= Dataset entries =
- - -

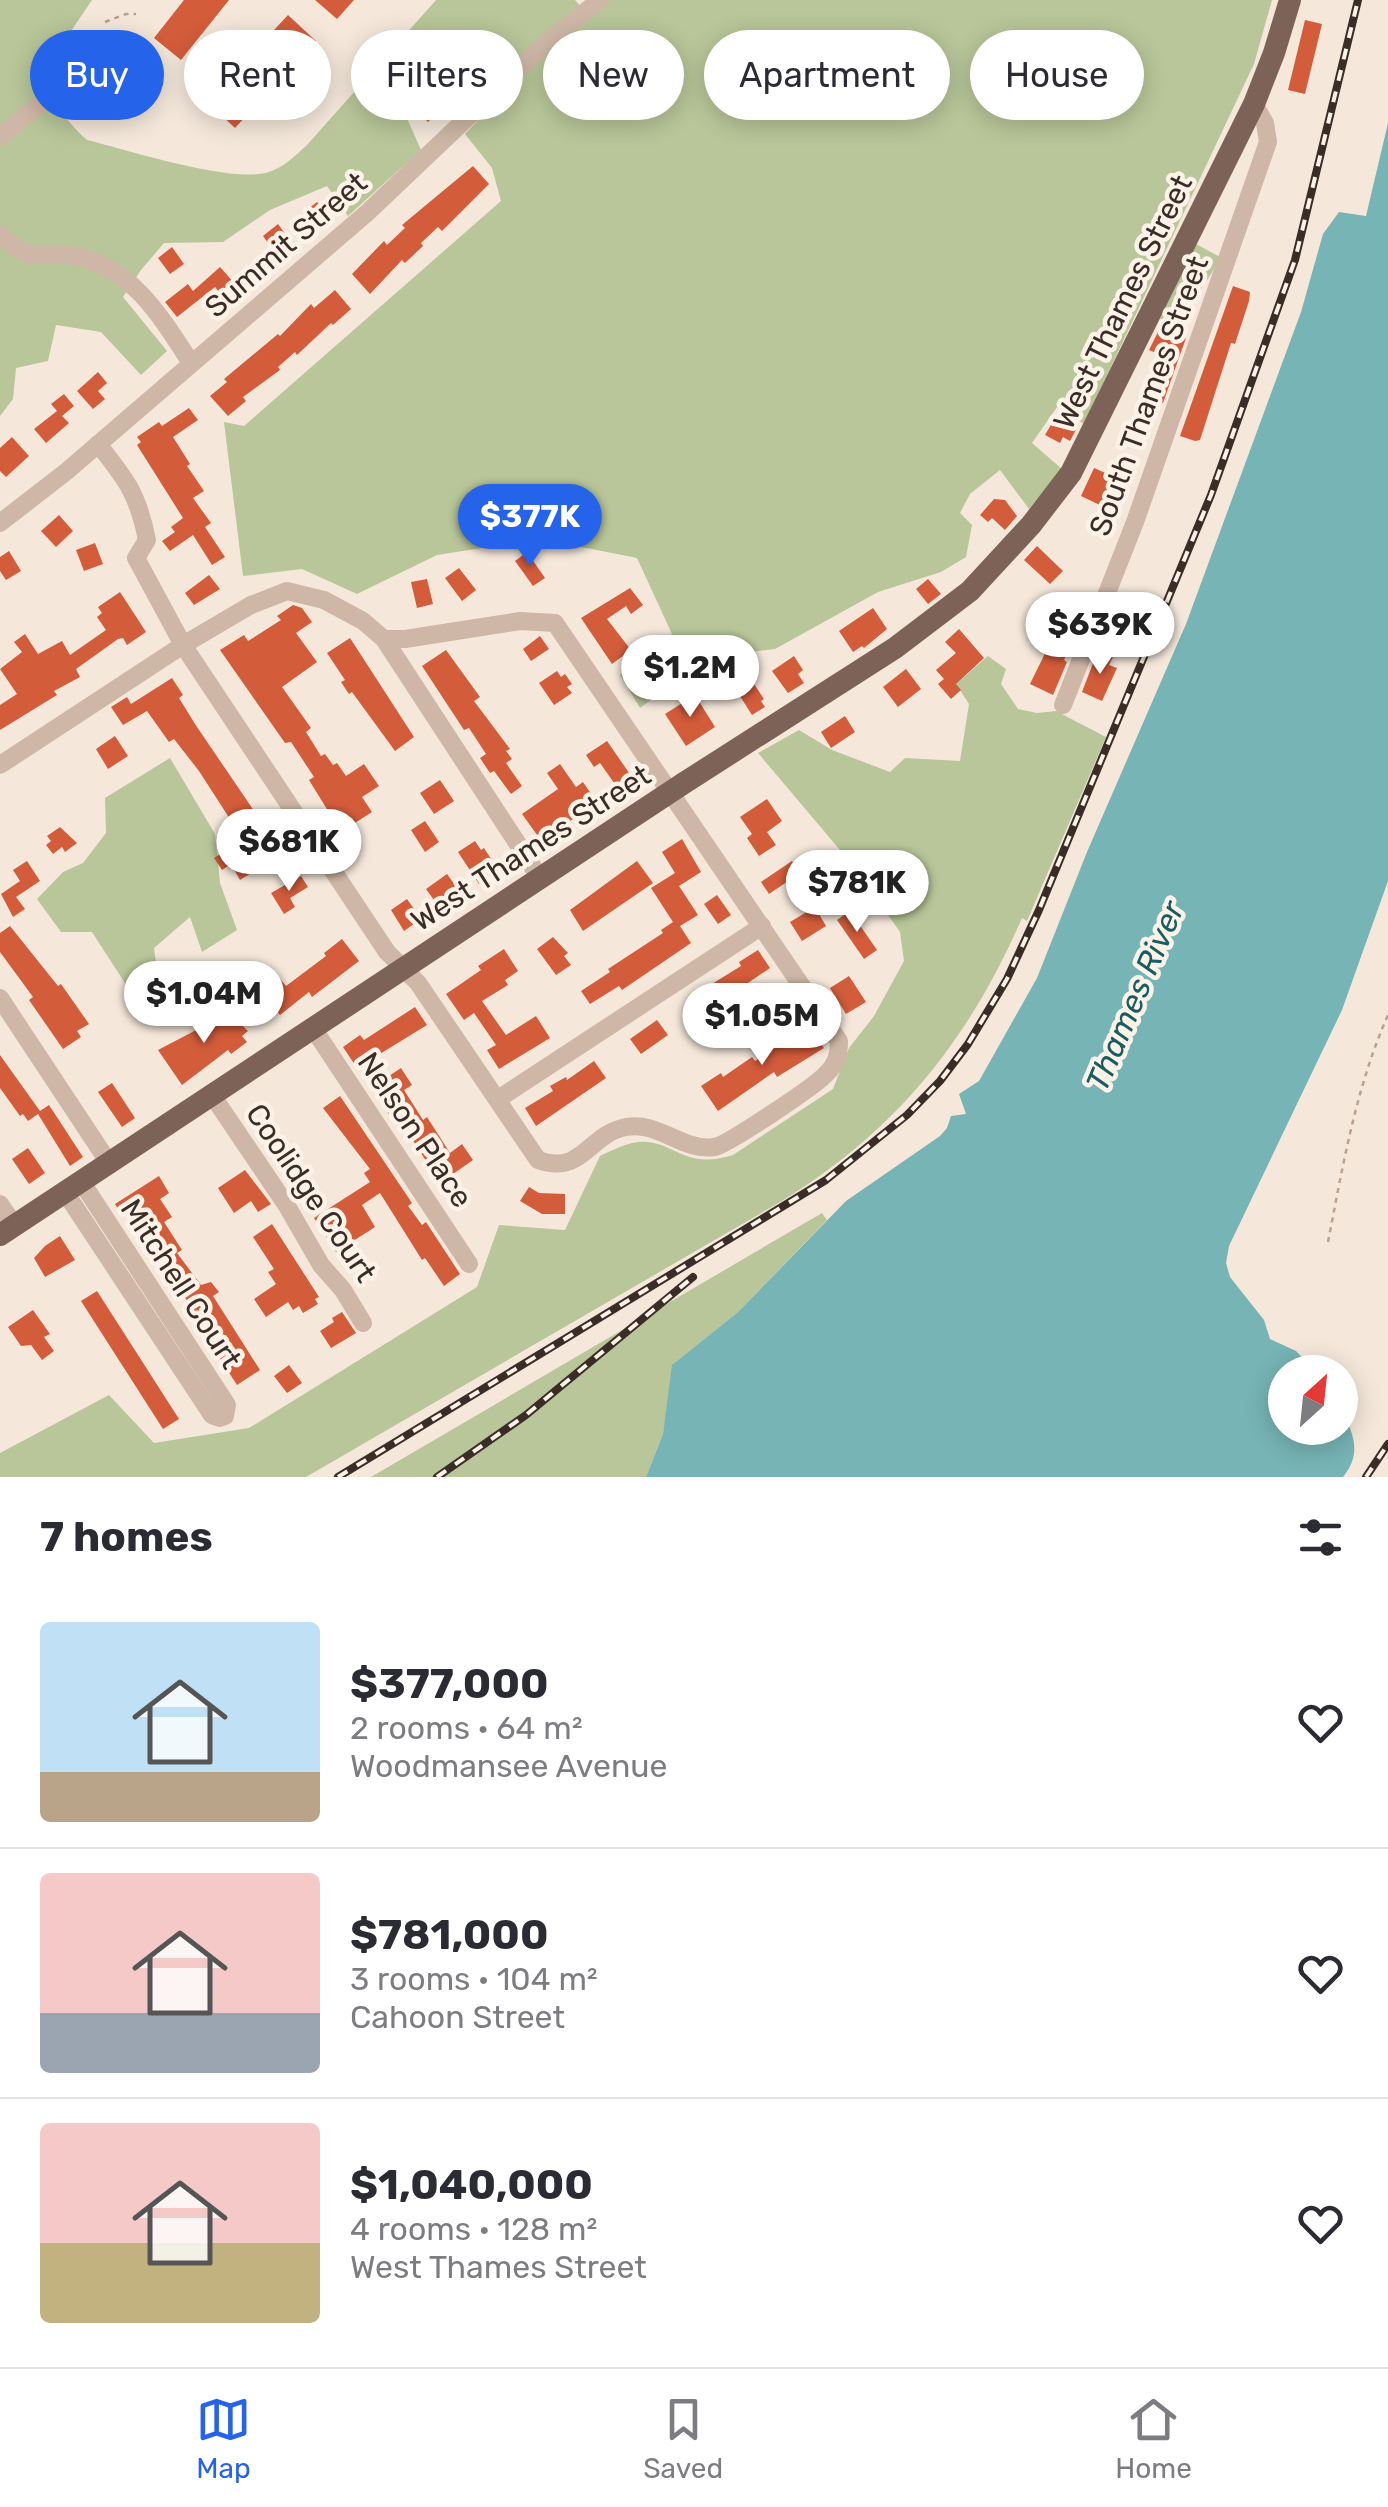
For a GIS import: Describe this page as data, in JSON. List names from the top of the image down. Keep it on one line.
{"streets":{"main road":["West Thames Street"],"street":["Summit Street","South Thames Street","Nelson Place","Coolidge Court","Mitchell Court"]},"crossings":[["West Thames Street","South Thames Street"],["West Thames Street","Nelson Place"],["West Thames Street","Coolidge Court"],["West Thames Street","Mitchell Court"]],"water":["Thames River"],"north":"top right","page":{"chip":["Buy","Rent","Filters","New","Apartment","House"],"price":["$377K","$639K","$1.2M","$681K","$781K","$1.04M","$1.05M"],"heading":"7 homes","list":[{"name":"$377,000","note":"2 rooms · 64 m² · Woodmansee Avenue"},{"name":"$781,000","note":"3 rooms · 104 m² · Cahoon Street"},{"name":"$1,040,000","note":"4 rooms · 128 m² · West Thames Street"}],"tabs":["Map","Saved","Home"]}}
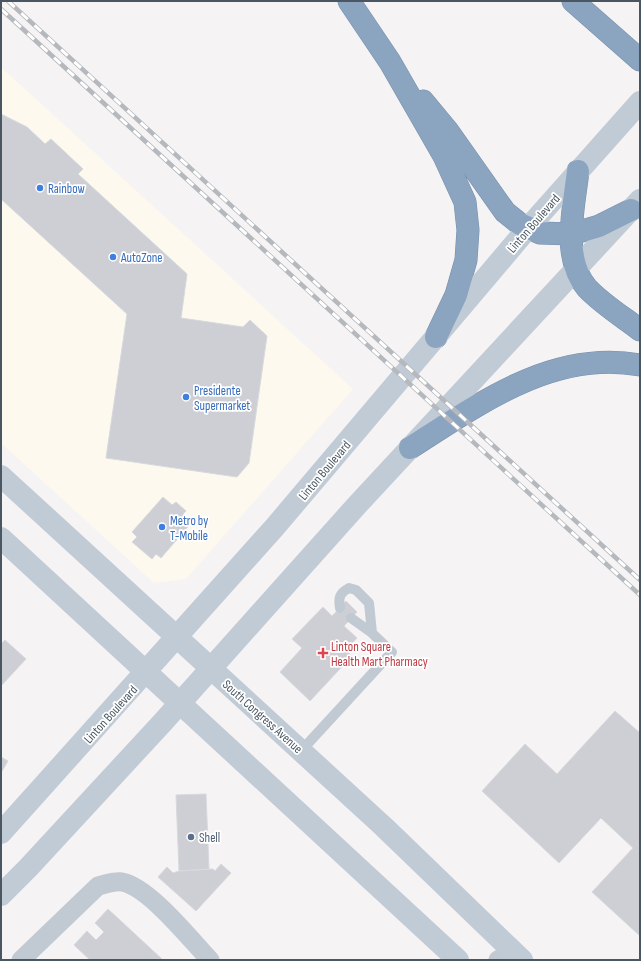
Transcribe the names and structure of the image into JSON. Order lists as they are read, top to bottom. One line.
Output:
{"streets":{"main road":["Linton Boulevard","South Congress Avenue"]},"crossings":[["Linton Boulevard","South Congress Avenue"]],"places":{"other":["Rainbow","AutoZone","Presidente Supermarket","Metro by T-Mobile","Shell"],"health":["Linton Square Health Mart Pharmacy"]}}
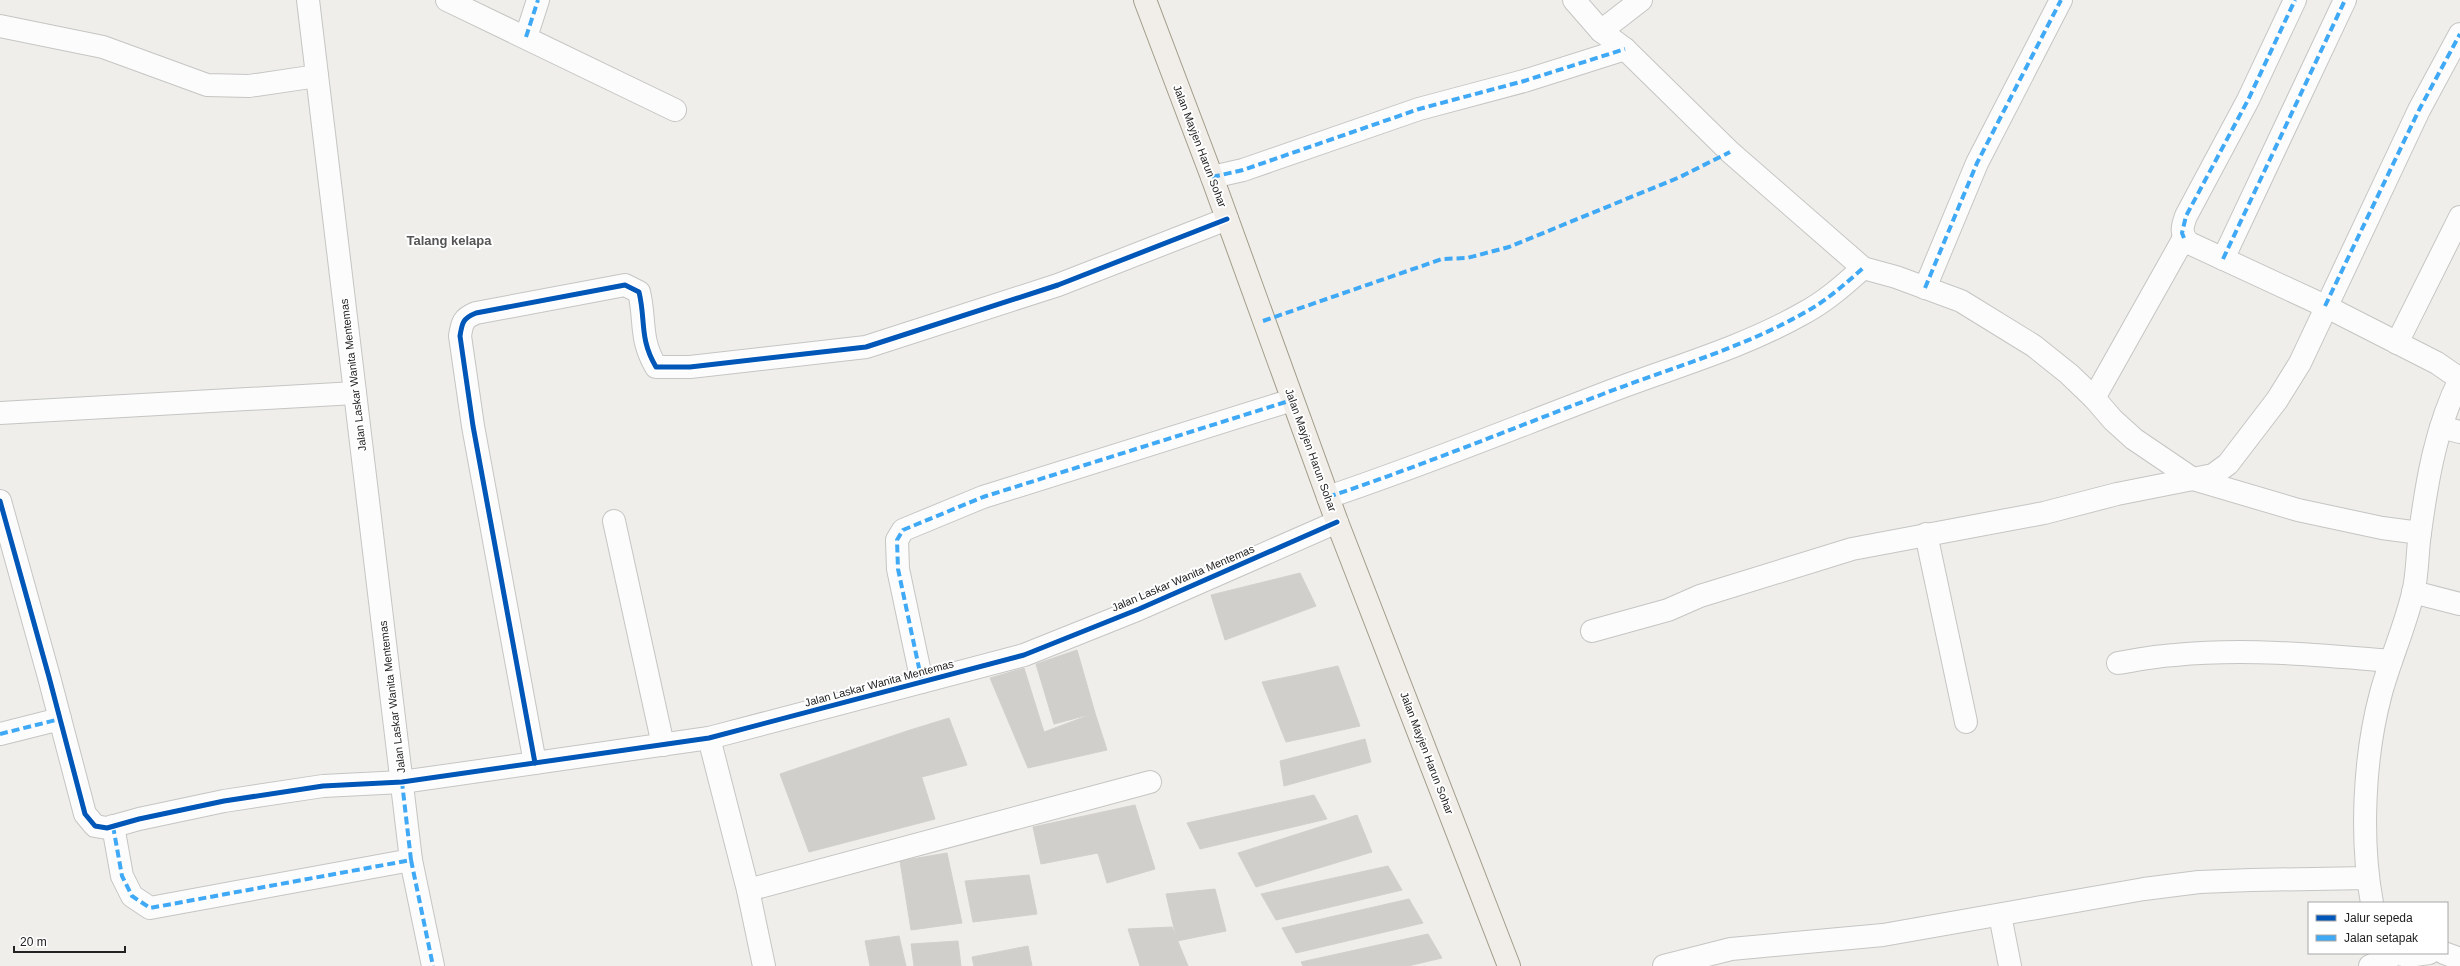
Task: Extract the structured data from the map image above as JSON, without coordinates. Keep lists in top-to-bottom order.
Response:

- - -

= PROBLEM =
Go through the data and count every line where the word "lists" appears. Give only that count.

= RESPONSE =
2